There is clear line between human and animal intelligence, the language. It's this ability to exchange information about arbitrarily complex ideas, or, one might say, to exchange and store thoughts in a serialized form, that sets our intelligence apart and opens the possibilities for a civilization as advanced as ours. No other species on this planet has I/O capabilities this advanced.


Indeed, I think it's clear a lot of animals can do a lot of things that they just don't want to do and the reason they don't want to is because that just wasn't beneficial for them in their environment. Maybe cultures could be created and spread amongst them that might bring out that ambition though.


> chimps don't even feel the need to communicate all that much

Because that wasn't providing any evolutionary benefit. Take a group of chimps, and make offspring of those who communicate more often to have a higher chance of survival, and voila -- they will develop an urge to communicate!


Only possible issue-- it'll probably take a few million years


Sounds like a neat experiment.

Perhaps it should be done.

Of course, it’s so much easier to simply imagine such things. All that ‘scientific method’ stuff is just a nuisance when it comes to evolution.

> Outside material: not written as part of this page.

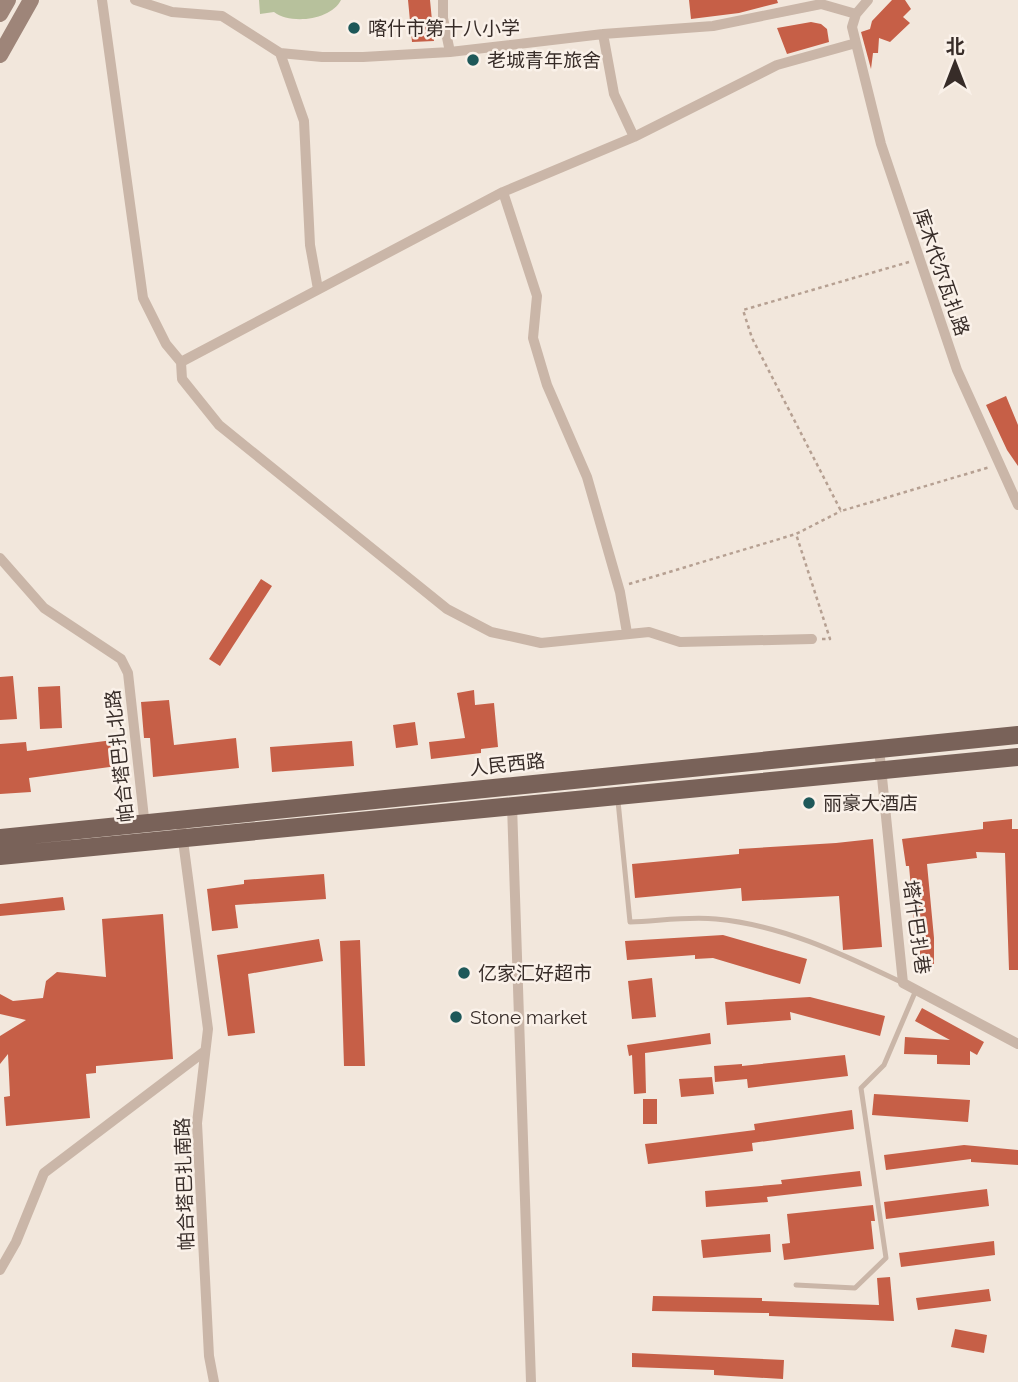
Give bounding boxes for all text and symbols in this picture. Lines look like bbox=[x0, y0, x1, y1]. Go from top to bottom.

Intelligence without ambition puts a hard bound on future intelligence.


Humans also didn't show any ambition, besides keeping themselves and their little band alive, for hundreds of thousands of years. We know they had the mental capacity because hunting, foraging, cooking and tool-making needs knowledge and planning, but they were fine as they were.

Somehow humans started cooperating in large groups, planting the seeds of civilization, outcompeting (or possibly exterminating) our less social brethren. We can't know if the first human capable of leading large groups was a genius or a psychopath, but without people like him/her humanity probably wouldn't be very ambitious.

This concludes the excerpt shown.